You might also be interested in reading about TBX-Basic – a simpler, reduced version of TBX with most of the useful features included.

Also you might want to use TBXChecker in order to check that TBX files are valid. Check the TBXChecker explanation.

Terminator TBX specification

The original Terminator TBX support is derived from the Galician Free Software Translation Group Proxecto Trasno needs on terminology for helping on its translation works.

TBX stores the terminology data by grouping it in concepts. Within each concept the data is stored using a three leve structure:

  • concept level,
  • language level and
  • translation level (also called term level).

In concept level only goes data data specific to the concept but that doesn’t belong to any particular language. In language level it goes data that is specific to a given language but not tied to a particular term. Language level is under concept level. Finally in term level goes all data specific to a given term. This level is under language level.

Below you can see a diagram that depicts the level structure and the data that goes in each level.

_images/TBX_termEntry_structure.png

Next you can see a list of the items and the tag chosen for representing each item, telling the level where the tag goes:

  • Glossary name: the glossary name is the TBX file title, which is represented using the label <title>. It goes on the file header.

  • Glossary description: Terminator exports the glossary description inside a <p> tag enclosed in the <sourceDesc> tag. It goes on the file header.

  • Concept: the <termEntry> tag from TBX standard represents a concept. The <termEntry> tag encloses the concept level.

    • Concept identifier: the <termEntry> tag has an attribute named "id".

      <termEntry id="cid-11">
      

      Note

      When exporting Terminator uses the format "cid-NNNN" for concept ids where NNNN is replaced by an unique number. cid is short for concept identifier.

  • Concept subject field: the TBX standard defines the <descrip> tag with "subjectField" value in its "type" attribute to represent the concept subject field. It goes in concept level. Example of how TBX says to do this:

    <descrip type="subjectField">subject field name</descrip>
    

    Despite this, Terminator handles the subject field as another concept in the same glossary.
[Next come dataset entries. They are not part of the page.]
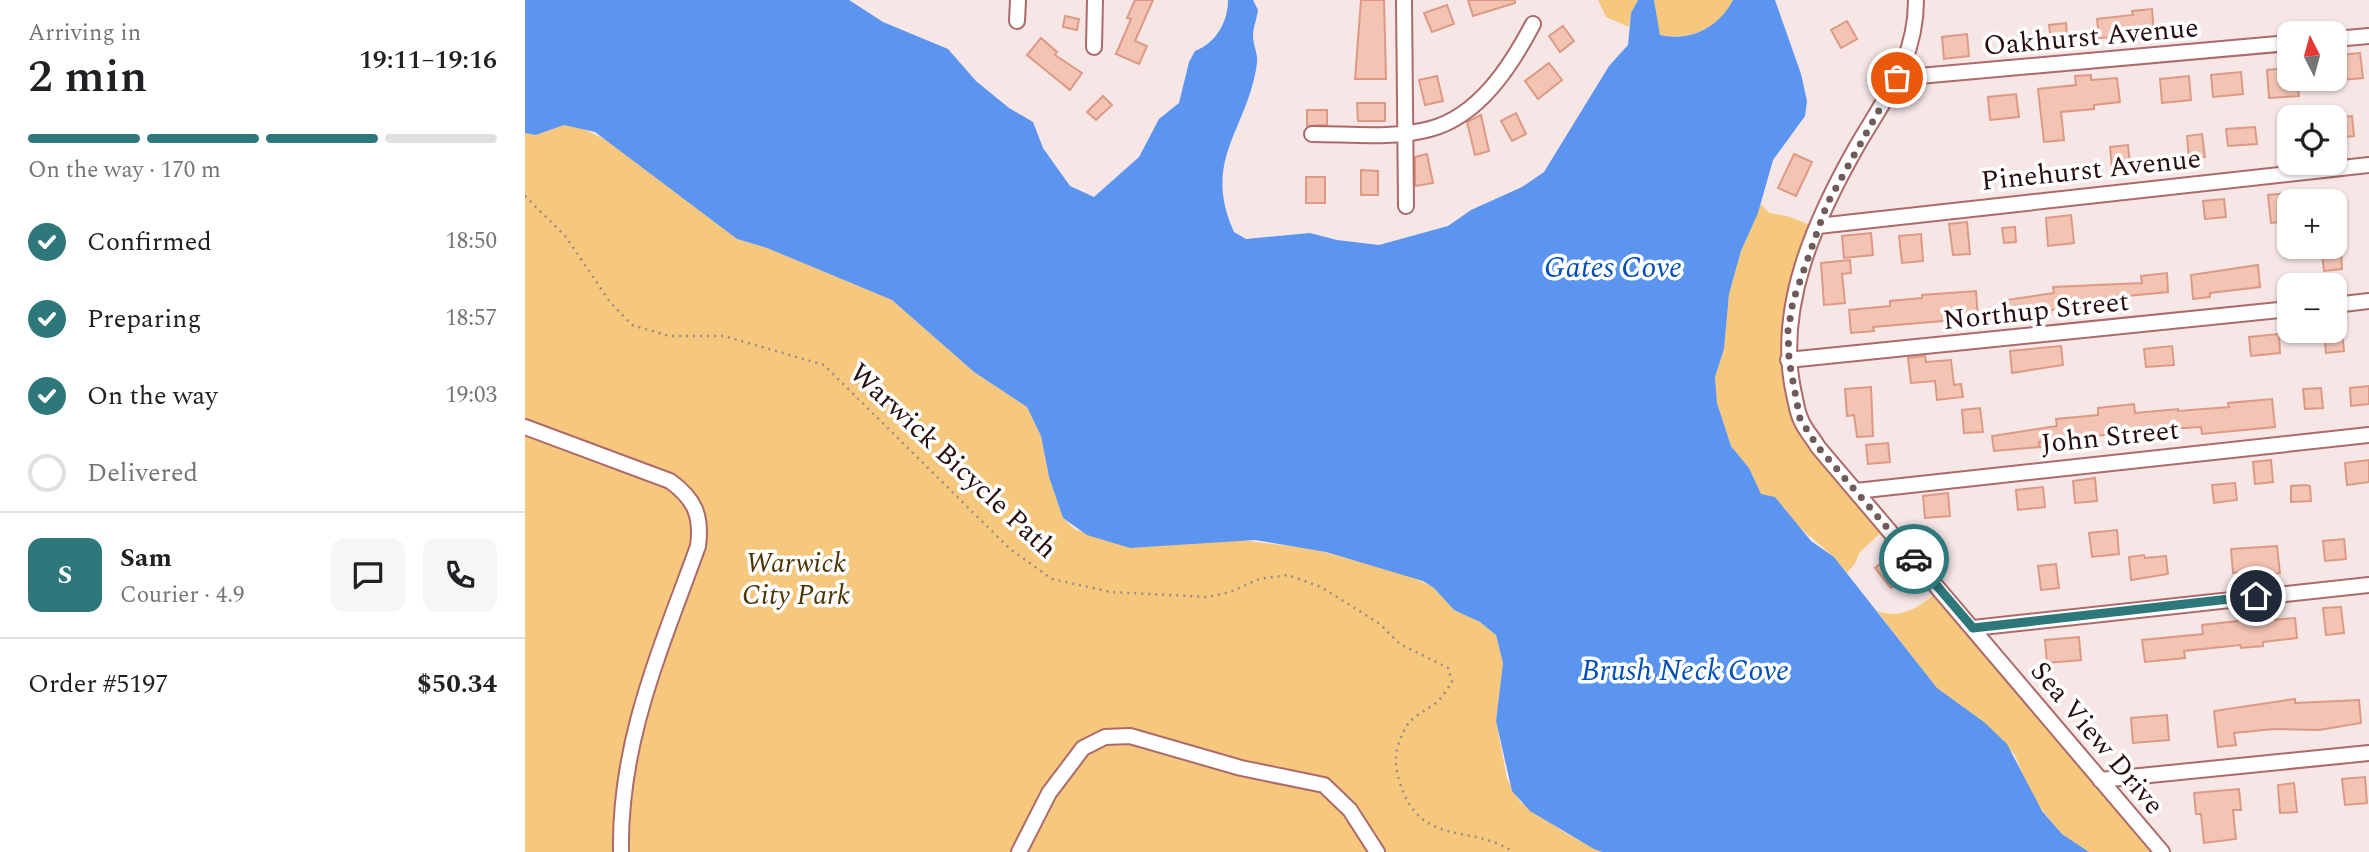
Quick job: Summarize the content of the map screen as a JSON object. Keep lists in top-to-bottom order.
{
  "streets": {
    "street": [
      "Oakhurst Avenue",
      "Pinehurst Avenue",
      "Northup Street",
      "John Street",
      "Sea View Drive"
    ],
    "path": ["Warwick Bicycle Path"]
  },
  "crossings": [
    ["Oakhurst Avenue", "Sea View Drive"],
    ["Pinehurst Avenue", "Sea View Drive"],
    ["Northup Street", "Sea View Drive"],
    ["John Street", "Sea View Drive"]
  ],
  "water": ["Gates Cove", "Brush Neck Cove"],
  "parks": ["Warwick City Park"],
  "north": "top",
  "page": {
    "heading": ["2 min", "Arriving in", "19:11–19:16"],
    "panel": [
      "Sam",
      "Courier · 4.9",
      "Order #5197",
      "$50.34"
    ],
    "map_buttons": ["+", "−"],
    "bar": "On the way · 170 m",
    "list": [
      ["Confirmed", "18:50"],
      ["Preparing", "18:57"],
      ["On the way", "19:03"],
      "Delivered"
    ],
    "round": "S"
  }
}
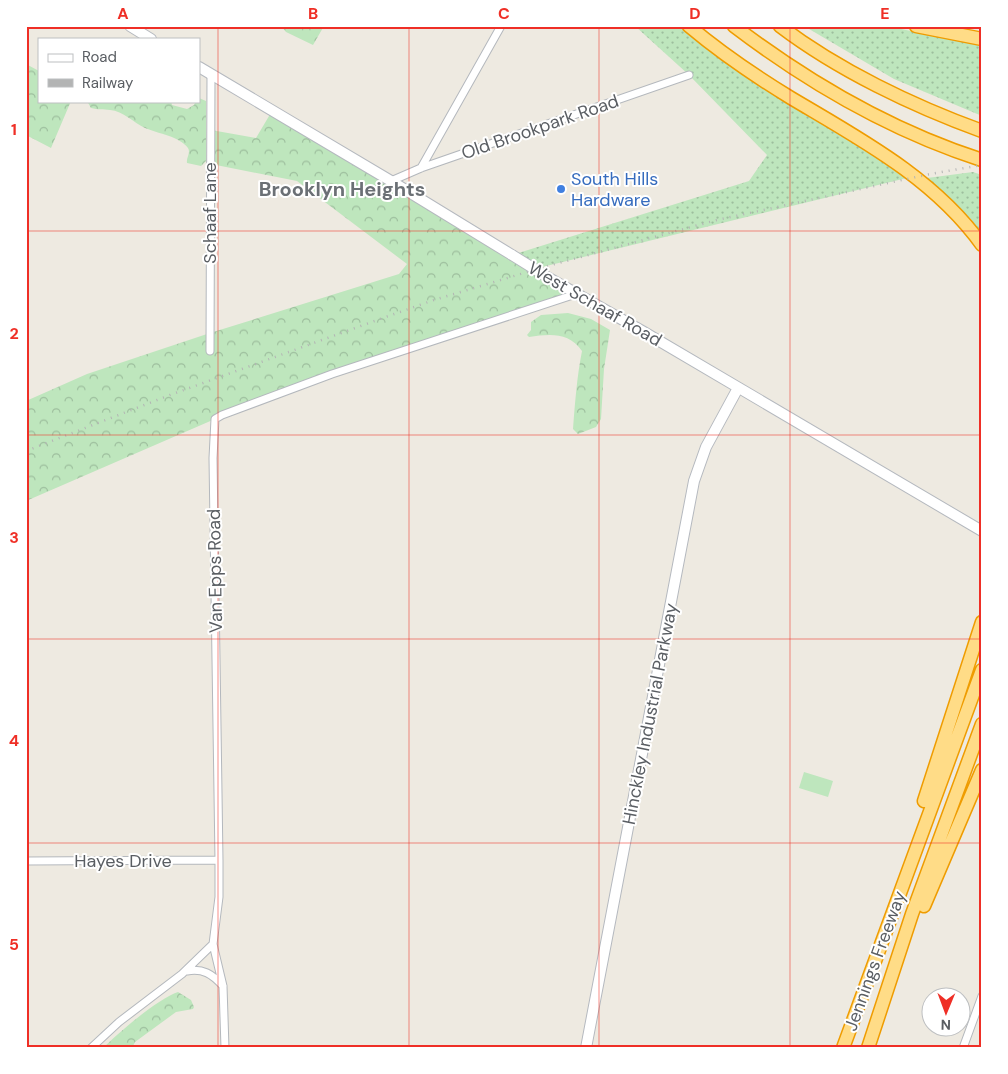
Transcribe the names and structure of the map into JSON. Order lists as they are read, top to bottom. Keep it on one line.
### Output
{"streets":{"highway":["Jennings Freeway"],"street":["Old Brookpark Road","Schaaf Lane","West Schaaf Road","Van Epps Road","Hinckley Industrial Parkway","Hayes Drive"]},"crossings":[["Old Brookpark Road","West Schaaf Road"],["Schaaf Lane","West Schaaf Road"],["West Schaaf Road","Van Epps Road"],["West Schaaf Road","Hinckley Industrial Parkway"],["Van Epps Road","Hayes Drive"]],"districts":["Brooklyn Heights"],"places":["South Hills Hardware"],"legend":["Road","Railway"],"north":"bottom","grid":{"columns":["A","B","C","D","E"],"rows":["1","2","3","4","5"]}}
So when exporting it uses a <descripGrp> tag which wraps a <descrip> tag like in the above example, but also a <ref> tag pointing at the subject field concept. It goes in concept level.

    <descripGrp>
        <descrip type="subjectField">firewall</descrip>
        <ref type="crossReference" target="cid-2342"></ref>
    </descripGrp>
    

    Note

    The lack of a way in TBX standard to refer to another concept within the same glossary as subject field to make self-contained glossaries is a real problem.

    Warning

    Terminator doesn’t export the subject field exactly how the TBX specification tells to do.

  • Related concepts: the TBX standard suggest the use of the <ref> tag with type=”crossReference” having a “target” attribute whose value is the id of the related concept. The text between the opening and closing <ref> tags is one of the related concept translations (the first english recommended one, for example). It goes on concept level.
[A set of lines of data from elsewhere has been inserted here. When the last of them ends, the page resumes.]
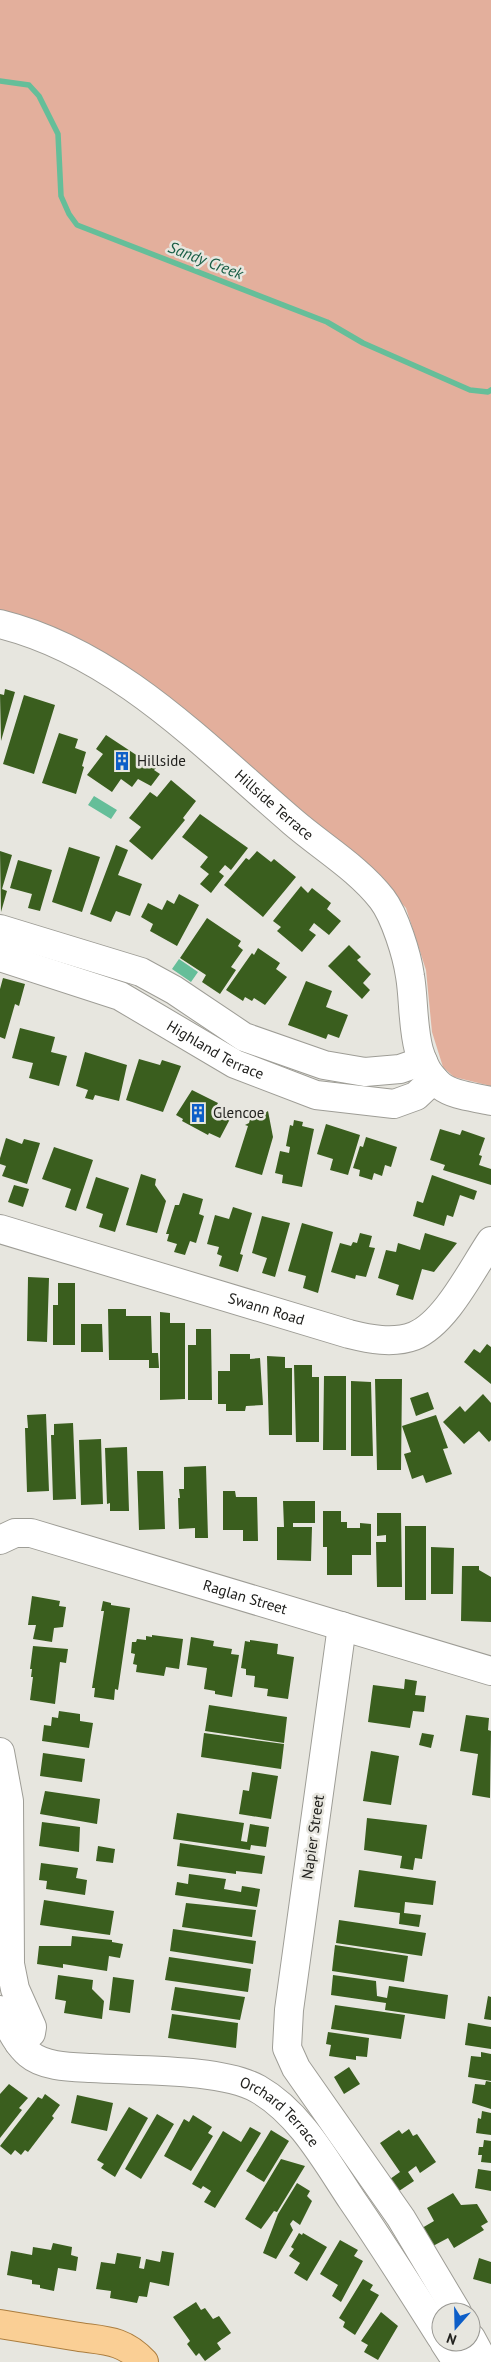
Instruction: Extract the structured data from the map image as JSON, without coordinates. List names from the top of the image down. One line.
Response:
{"streets":{"street":["Hillside Terrace","Highland Terrace","Swann Road","Raglan Street","Napier Street","Orchard Terrace"]},"crossings":[["Hillside Terrace","Highland Terrace"],["Raglan Street","Napier Street"]],"water":["Sandy Creek"],"places":{"building":["Hillside","Glencoe"]},"north":"bottom"}
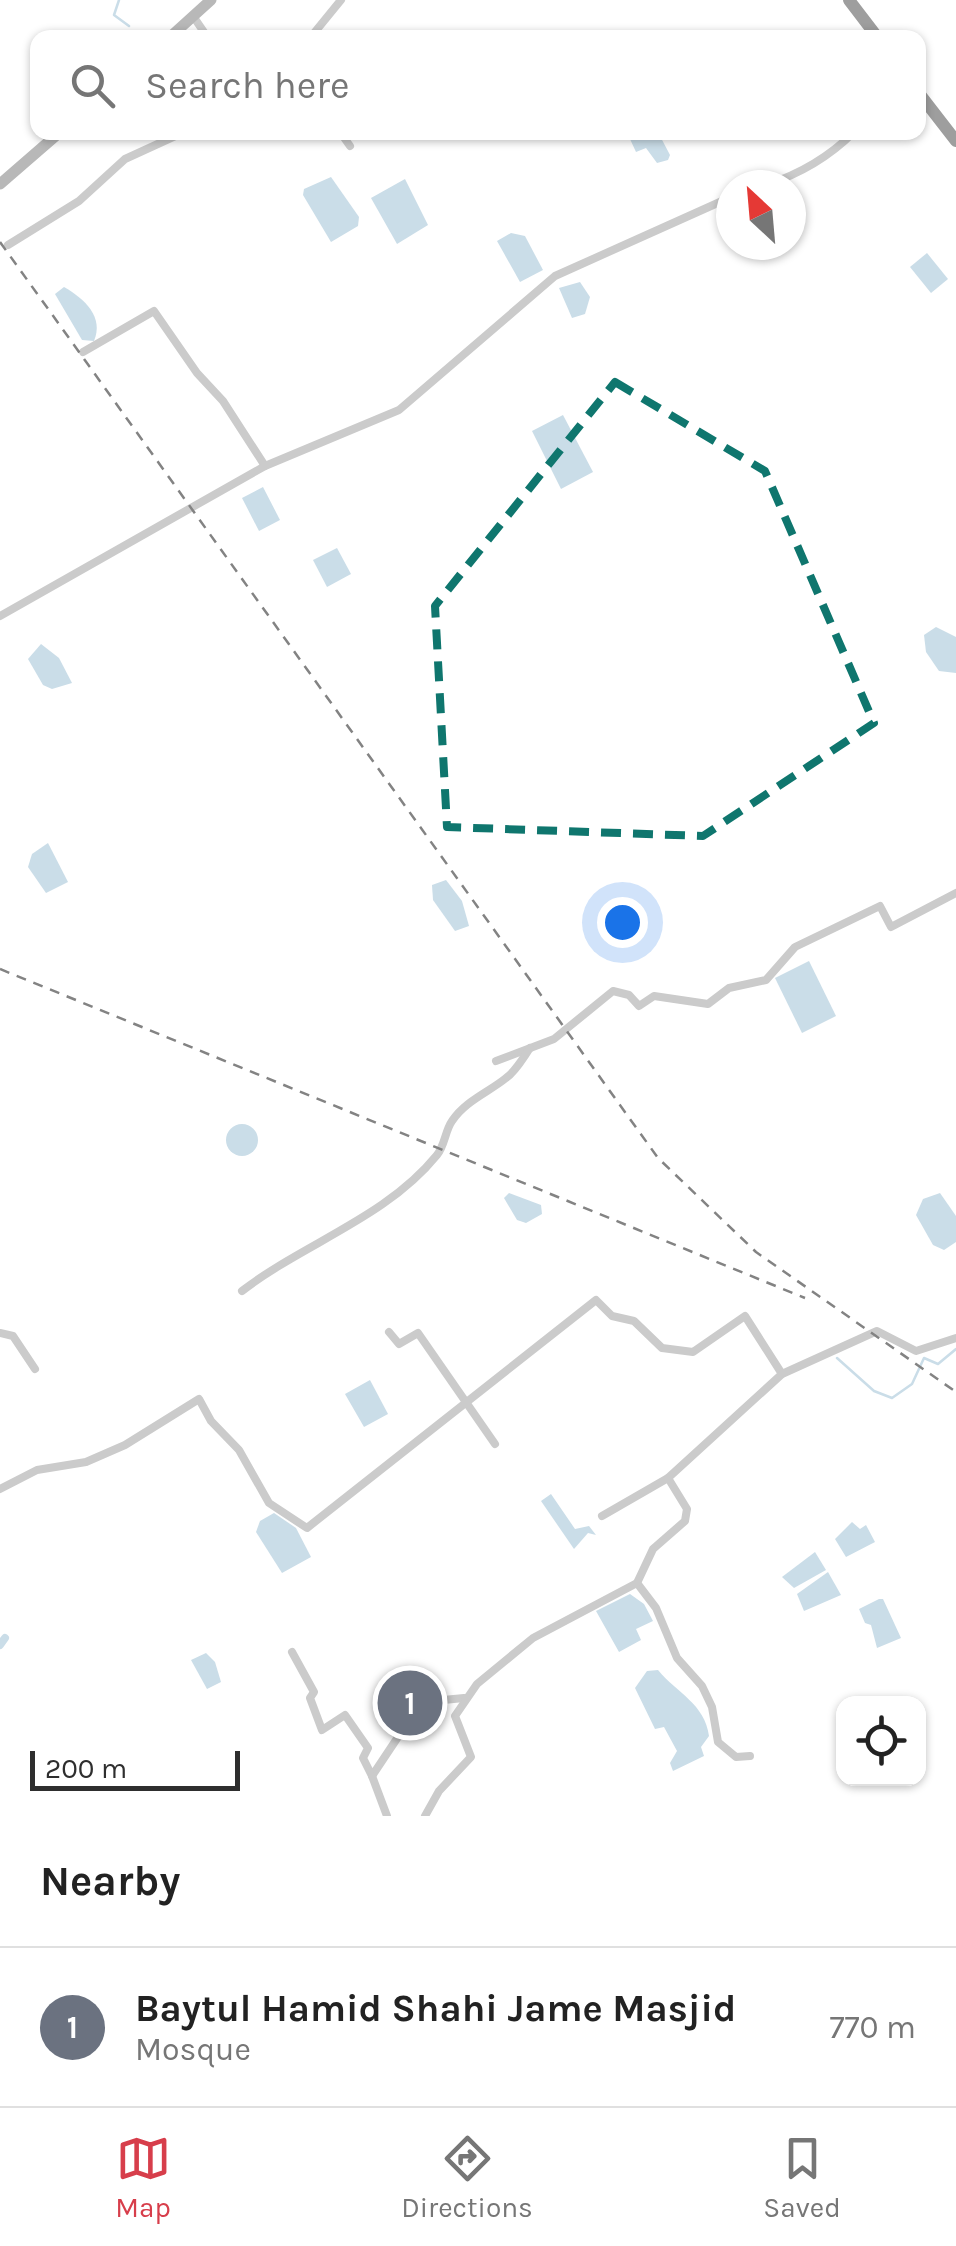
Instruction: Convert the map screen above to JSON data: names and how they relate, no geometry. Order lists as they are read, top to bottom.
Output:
{
  "scale_bar": "200 m",
  "north": "top left",
  "page": {
    "search": "Search here",
    "pins": "1",
    "scale": "200 m",
    "heading": "Nearby",
    "list": [
      {
        "mark": "1",
        "name": "Baytul Hamid Shahi Jame Masjid",
        "note": "Mosque",
        "value": "770 m"
      }
    ],
    "nav": ["Map", "Directions", "Saved"]
  }
}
    <ref type="crossReference" target="cid­23">some text...</ref>
    
  • Broader concept: TBX defines the use of the tag <descrip> with the value “broaderConceptGeneric” in its “type” attribute and a text between its opening and closing tags. Also it allows the use of the “target” attribute to refer to the broader concept. It goes on concept level.

    <descrip type="broaderConceptGeneric" target="cid­23">broader concept name</descrip>
    
  • Language: in TBX the <langSet> tag represents a language, but no language list is stored inside the TBX file. So if there is a <langSet> tag for a given language somewhere inside the TBX file, then this particular language is defined in that TBX file. Inside each concept only can exist one <langSet> per language, but a given language can have a <langSet> in each <termEntry>. It is essential that at least one <langSet> tag is present in every <termEntry> tag. The <langSet> tag encloses the language level. It goes on concept level.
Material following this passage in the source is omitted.